* **WHAT IS NEEDED**
With all pictures omitted, return verbatim the lines from the beginning of the records below through the line containing "position:absolute; left:36px; top:36px;".

Records from a collection:
---
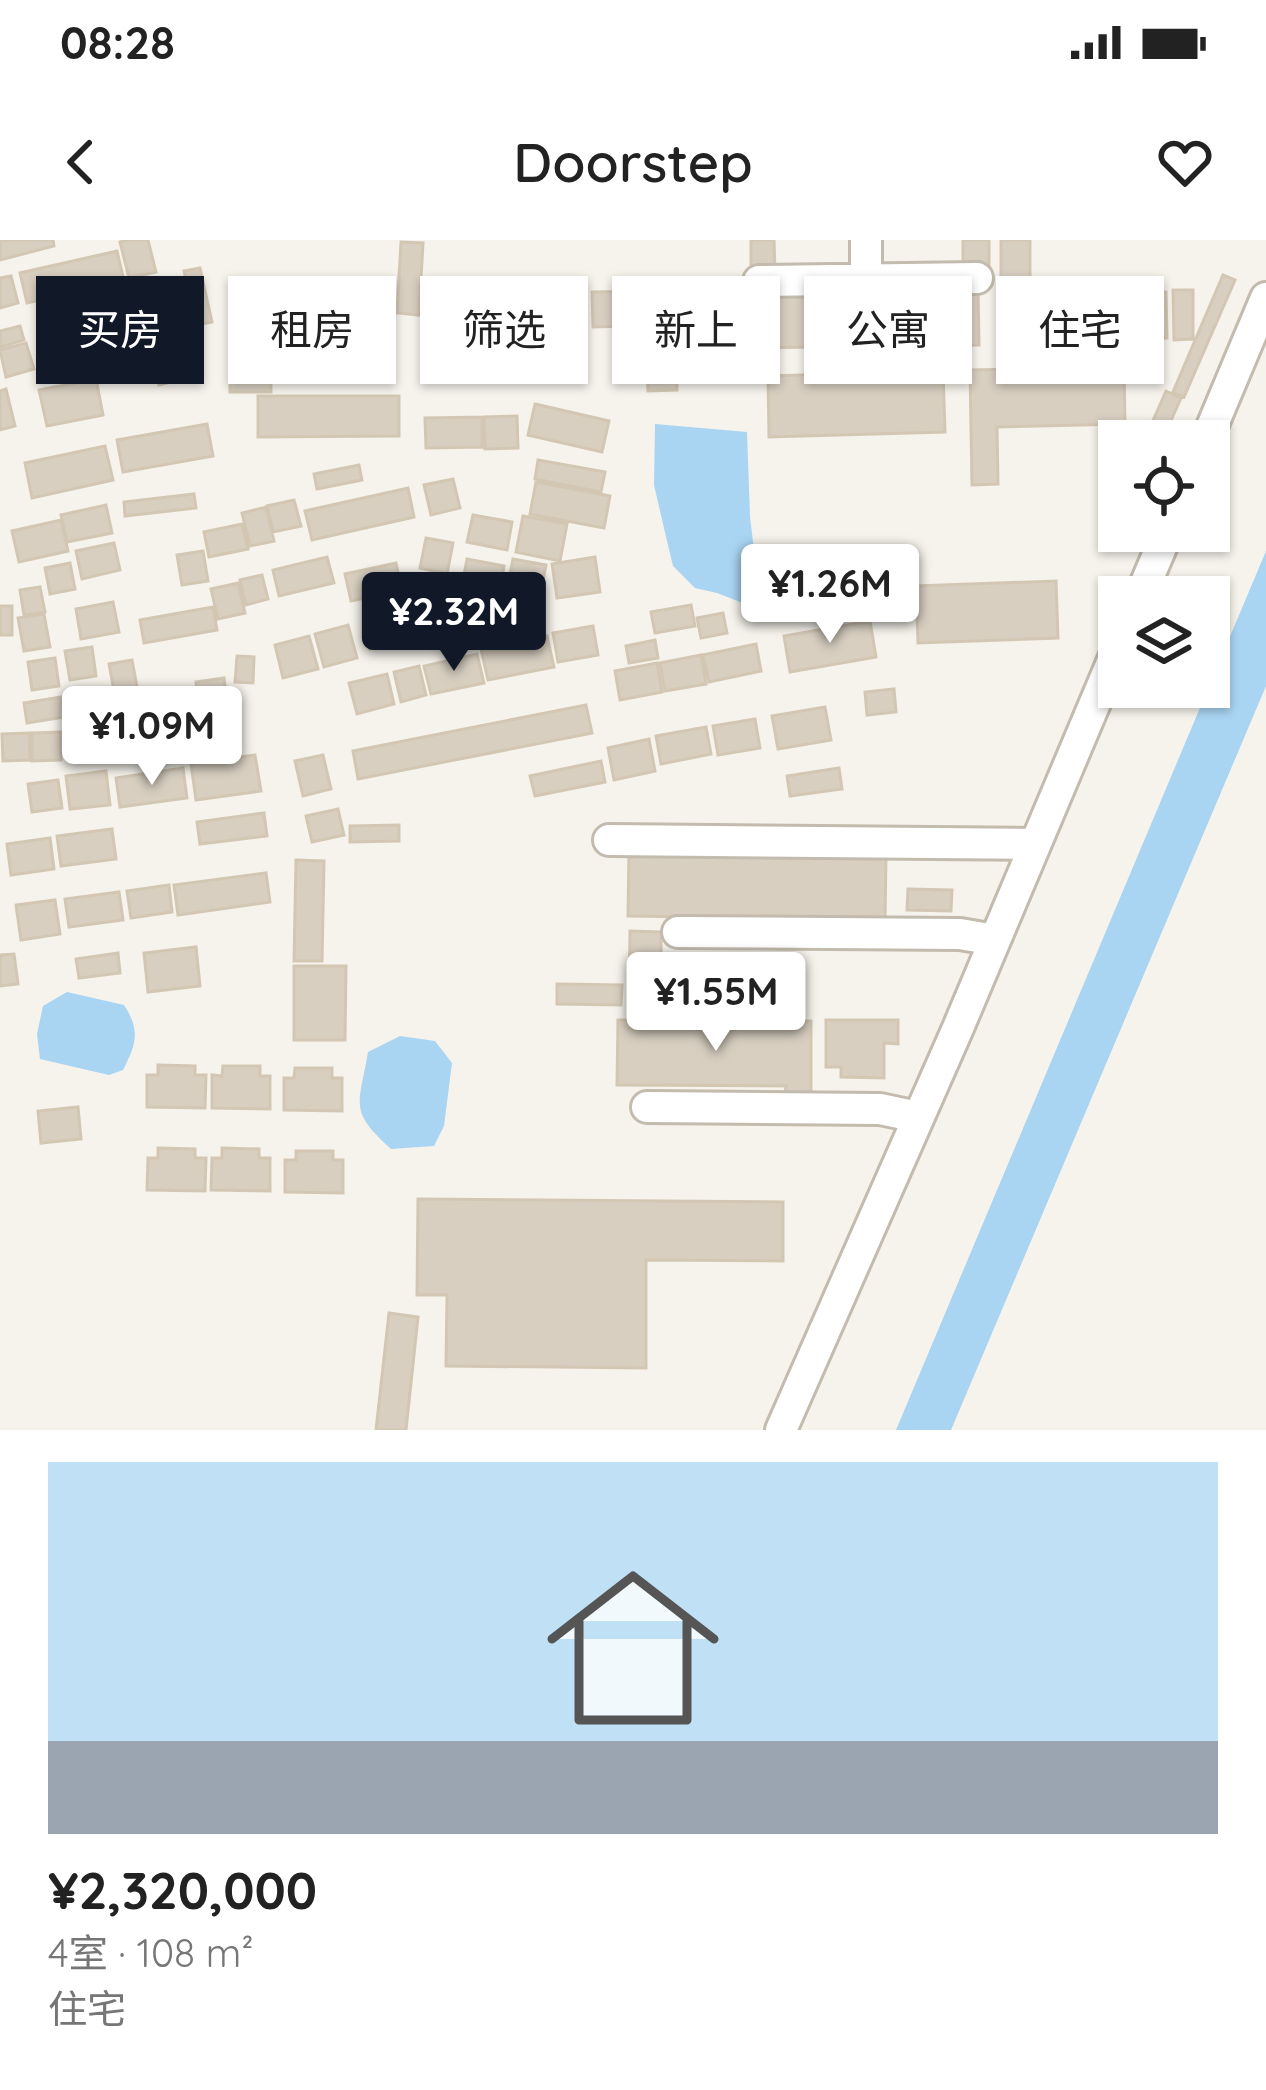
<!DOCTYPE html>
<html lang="zh">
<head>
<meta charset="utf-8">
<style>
	:root { --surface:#fff; --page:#f2f2f2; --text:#222; --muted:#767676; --accent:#111827 }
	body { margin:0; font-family:Quicksand,"Noto Sans SC",sans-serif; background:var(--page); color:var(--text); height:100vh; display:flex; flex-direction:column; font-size:45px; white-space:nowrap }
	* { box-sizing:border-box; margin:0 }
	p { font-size:39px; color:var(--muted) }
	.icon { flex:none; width:66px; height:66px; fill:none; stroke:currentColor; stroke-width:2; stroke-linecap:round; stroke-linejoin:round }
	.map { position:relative; height:1190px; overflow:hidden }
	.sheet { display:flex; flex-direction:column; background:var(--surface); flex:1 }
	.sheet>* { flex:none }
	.banner { position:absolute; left:36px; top:36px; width:1194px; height:108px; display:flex; gap:24px }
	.buttons { position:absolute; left:1098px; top:180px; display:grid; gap:24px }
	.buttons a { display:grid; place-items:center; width:132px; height:132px; border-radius:0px; background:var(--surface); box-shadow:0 3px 9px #0004; font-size:60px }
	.price { position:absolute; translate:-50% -102px; padding:0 27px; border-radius:12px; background:#fff; color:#222; font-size:39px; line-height:78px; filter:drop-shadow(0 3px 6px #0008) }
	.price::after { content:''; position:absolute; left:50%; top:72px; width:36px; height:27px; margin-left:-18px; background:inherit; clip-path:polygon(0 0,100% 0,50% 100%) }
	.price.selected { background:var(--accent); color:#fff }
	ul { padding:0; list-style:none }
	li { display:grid; align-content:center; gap:24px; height:636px; padding:0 48px }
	li span { display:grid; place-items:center; height:372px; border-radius:0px; color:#555 }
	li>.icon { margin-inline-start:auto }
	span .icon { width:216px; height:216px; fill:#fffc; stroke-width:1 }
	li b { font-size:51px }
	.chip { padding:0 42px; border-radius:0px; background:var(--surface); box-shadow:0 3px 9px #0004; font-size:42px; line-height:108px }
	.chip.selected { background:var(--accent); color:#fff }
	.status { display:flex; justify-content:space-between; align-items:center; height:84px; padding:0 60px; background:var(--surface); direction:ltr }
	.status svg { height:33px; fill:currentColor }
	header { display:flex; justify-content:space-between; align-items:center; height:156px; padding:0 48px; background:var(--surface); font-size:54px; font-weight:600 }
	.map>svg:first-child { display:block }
</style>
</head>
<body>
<div class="status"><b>08:28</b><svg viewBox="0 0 49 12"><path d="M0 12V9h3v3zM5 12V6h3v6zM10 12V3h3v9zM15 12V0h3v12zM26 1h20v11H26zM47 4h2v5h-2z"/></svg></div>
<header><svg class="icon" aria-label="back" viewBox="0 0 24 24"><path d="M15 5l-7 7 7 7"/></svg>Doorstep<svg class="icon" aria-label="heart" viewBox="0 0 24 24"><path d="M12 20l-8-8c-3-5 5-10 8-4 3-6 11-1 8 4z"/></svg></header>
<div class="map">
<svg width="1266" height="1190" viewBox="0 0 1266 1190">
	<rect width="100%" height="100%" fill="#f6f3ec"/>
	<path fill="#a9d4f2" d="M655,184L747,192L750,277L755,318L768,334L793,338L861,340L864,352L771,374L717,353L695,348L673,326L667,301L654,245Z
		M1266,311V446L951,1190H896Z
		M67,752L124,765C141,791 136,804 123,830L109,835L40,819L37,794L43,766Z
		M400,796L435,801L452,823L444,886L434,906L391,909C348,870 359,866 368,812Z"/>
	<path fill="#d8cfc1" stroke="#d3c7b4" stroke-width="3" d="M0,0H53L54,6L0,20Z
		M126,0H148L156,32L129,38L120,2Z
		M751,0H774L775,33H751Z
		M963,0H989V30L963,31Z
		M1001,0H1030V49H1001Z
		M401,2L423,3L419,75L397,73Z
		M117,11L124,41L27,63L20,33Z
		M200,28L212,82L196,85L184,31Z
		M1223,35L1235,40L1184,157L1173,152Z
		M11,36L18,63L0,68V38Z
		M498,41L499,86L437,87V43Z
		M577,49V82L503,83V50Z
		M978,49L979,105L750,108L749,52Z
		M703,50L704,84L593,87L592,52Z
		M1173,50H1193V99L1174,100Z
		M1166,52L1167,98L1002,100L1001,54Z
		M120,67L132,112L107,119L95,74Z
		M92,80L99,107L51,120L43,93Z
		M230,82H270L271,152H230Z
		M20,86L24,100L0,107V91Z
		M26,103L34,129L6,137L0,110Z
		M181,108L188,138L159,145L152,114Z
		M646,109H676L677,150L648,151Z
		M512,113V140L440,141V114Z
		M523,115H566L567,141L524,142Z
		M1124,127L1125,184L997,187L998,244L972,245L970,130Z
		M943,131L945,192L769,197L768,136Z
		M96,139L103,175L47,186L39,150Z
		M6,149L15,186L0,190V151Z
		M1166,151L1181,158L1162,201H1144Z
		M258,156H399V196L258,197Z
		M535,164L609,181L602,212L528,195Z
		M517,176L518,208L485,209L484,177Z
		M482,177V207L426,208L425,178Z
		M207,184L213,216L123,232L117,200Z
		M105,206L113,240L32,258L25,223Z
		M538,220L605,232L601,252L535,239Z
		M359,225L362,240L317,249L314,234Z
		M453,239L460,268L431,275L424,245Z
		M536,242L610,256L604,288L530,274Z
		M408,248L414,277L312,300L305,271Z
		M194,254L196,268L125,276L124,262Z
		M294,260L301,286L273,292L267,266Z
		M106,265L112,293L67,302L61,275Z
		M266,267L274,301L250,306L242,273Z
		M473,275L512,282L507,310L467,302Z
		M523,276L567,284L560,321L516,312Z
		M61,280L68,311L19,322L12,291Z
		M242,284L248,309L209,317L204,292Z
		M426,298L453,303L447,334L420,328Z
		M114,303L120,330L82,339L76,311Z
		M203,311L208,341L182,345L177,315Z
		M327,317L334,343L279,356L273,330Z
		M595,317L600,352L557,358L552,324Z
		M467,319L504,326L499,354L462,346Z
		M513,319L546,325L541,351L508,345Z
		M70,323L75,349L50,354L45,328Z
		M396,323L402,350L351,361L345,334Z
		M262,335L268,359L246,365L240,340Z
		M1056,341L1058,398L918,403L916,346Z
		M238,343L245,373L218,379L211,349Z
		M40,347L45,372L24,375L20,350Z
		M538,354L544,383L480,396L474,367Z
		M113,362L119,392L81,399L76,369Z
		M442,363L448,391L370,409L364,381Z
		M691,365L695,386L655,393L651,372Z
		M0,366H12V395H0Z
		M213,367L217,390L144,403L140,380Z
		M723,373L727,393L701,398L697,378Z
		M44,374L50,407L24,411L18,378Z
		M870,381L876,417L790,432L784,396Z
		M348,385L357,418L324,427L315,394Z
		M593,386L598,415L558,422L553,393Z
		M309,396L318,429L283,438L275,405Z
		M547,396L554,427L488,440L481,409Z
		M655,400L658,418L629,423L626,406Z
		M756,404L761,431L709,442L703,415Z
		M92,407L96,436L70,440L65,411Z
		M477,414L484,443L431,454L424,426Z
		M701,415L706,444L665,451L660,423Z
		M237,416L254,417L253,443L235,442Z
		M55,418L59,446L32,450L28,422Z
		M132,420L137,447L114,451L109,424Z
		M657,423L662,452L620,460L615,431Z
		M419,426L426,455L401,462L394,432Z
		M387,434L394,464L357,474L349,443Z
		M224,438L229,482L200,485L196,442Z
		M894,449L896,472L867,475L865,452Z
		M61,457L64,477L27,483L24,463Z
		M168,463L172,495L146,498L142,466Z
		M586,465L592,493L358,539L353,511Z
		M825,467L831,500L778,509L772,476Z
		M125,470L129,501L78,508L73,478Z
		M755,479L760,508L718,515L713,486Z
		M706,487L711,514L661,524L656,496Z
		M61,492V520L32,521V493Z
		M29,493L30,520L3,521L2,494Z
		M649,499L655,531L614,540L608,508Z
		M255,515L261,551L196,560L191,524Z
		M323,515L331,549L303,556L295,521Z
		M601,521L605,542L535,556L530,536Z
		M183,528L187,558L120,567L116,538Z
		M839,528L842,549L790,556L787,536Z
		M106,531L110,565L70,569L66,536Z
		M58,540L62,568L32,572L28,544Z
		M338,569L344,595L312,602L306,576Z
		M264,573L267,596L200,604L197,582Z
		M399,585V601L350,602V586Z
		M112,589L116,619L61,626L57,596Z
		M50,598L54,629L11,635L7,604Z
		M629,610L886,614L885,680L628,676Z
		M296,620L324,621L322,721H294Z
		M266,633L270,662L178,675L174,645Z
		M169,645L172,672L131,678L127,651Z
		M908,649L952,650L951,671L907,670Z
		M119,652L123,680L69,687L65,659Z
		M55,660L60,694L21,700L16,665Z
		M630,691L661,692V729H686L685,763L629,762Z
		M196,707L200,746L148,752L144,713Z
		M118,713L120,733L79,738L76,719Z
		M14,714L18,744L0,746V715Z
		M294,726H346L345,800H294Z
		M694,736L773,737L772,763L694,762Z
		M557,744L622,745L621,765L557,764Z
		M618,780L811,781V854H785L786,846L617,845Z
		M826,780H898V804L884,803V838L841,837V827H826Z
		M158,825L195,826V835H206L205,868L147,867V835H158Z
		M223,826H260V836H270V869L212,868V835L222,836Z
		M295,828H332V838H342V871L284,870V838H294Z
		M78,867L81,899L41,903L38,871Z
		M158,908L195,909V918H206L205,951L147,950L148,918H158Z
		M222,908L259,909V918H270V951L211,950L212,918H222Z
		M296,911H333V920H343V953L285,952V920H296Z
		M418,959L783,962V1021L646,1020V1128L446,1126L447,1055H417Z
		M389,1073L418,1077L406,1190H376Z"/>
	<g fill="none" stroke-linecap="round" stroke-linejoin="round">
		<g stroke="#c2bbae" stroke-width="36">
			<path id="minor" d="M866,0V39
				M759,41L977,38
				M1206,201L1266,58
				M1140,357L1168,291
				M609,600L1035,604
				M678,692L960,694L995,700
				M647,867L880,869L918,877
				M781,1190L958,788L1119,406"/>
		</g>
		<use href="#minor" stroke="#fff" stroke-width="30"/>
	</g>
</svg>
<div class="buttons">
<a><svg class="icon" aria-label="locate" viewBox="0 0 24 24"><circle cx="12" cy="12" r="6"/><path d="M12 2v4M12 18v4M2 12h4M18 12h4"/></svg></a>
<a><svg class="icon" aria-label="layers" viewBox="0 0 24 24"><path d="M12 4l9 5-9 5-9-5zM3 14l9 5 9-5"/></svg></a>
</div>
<b class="price" style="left:830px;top:406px">¥1.26M</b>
<b class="price selected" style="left:454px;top:434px">¥2.32M</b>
<b class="price" style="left:152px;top:548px">¥1.09M</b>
<b class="price" style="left:716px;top:814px">¥1.55M</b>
<div class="banner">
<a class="chip selected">买房</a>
<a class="chip">租房</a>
<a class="chip">筛选</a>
<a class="chip">新上</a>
<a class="chip">公寓</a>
<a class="chip">住宅</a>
</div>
</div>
<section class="sheet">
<ul>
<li><span style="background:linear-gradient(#bfe0f5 75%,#9aa5b1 0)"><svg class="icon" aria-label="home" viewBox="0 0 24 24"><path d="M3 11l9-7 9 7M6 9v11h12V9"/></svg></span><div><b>¥2,320,000</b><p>4室 · 108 m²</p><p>住宅</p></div></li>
</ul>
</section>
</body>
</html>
---
* **OUTPUT BELOW**
<!DOCTYPE html>
<html lang="zh">
<head>
<meta charset="utf-8">
<style>
	:root { --surface:#fff; --page:#f2f2f2; --text:#222; --muted:#767676; --accent:#111827 }
	body { margin:0; font-family:Quicksand,"Noto Sans SC",sans-serif; background:var(--page); color:var(--text); height:100vh; display:flex; flex-direction:column; font-size:45px; white-space:nowrap }
	* { box-sizing:border-box; margin:0 }
	p { font-size:39px; color:var(--muted) }
	.icon { flex:none; width:66px; height:66px; fill:none; stroke:currentColor; stroke-width:2; stroke-linecap:round; stroke-linejoin:round }
	.map { position:relative; height:1190px; overflow:hidden }
	.sheet { display:flex; flex-direction:column; background:var(--surface); flex:1 }
	.sheet>* { flex:none }
	.banner { position:absolute; left:36px; top:36px; width:1194px; height:108px; display:flex; gap:24px }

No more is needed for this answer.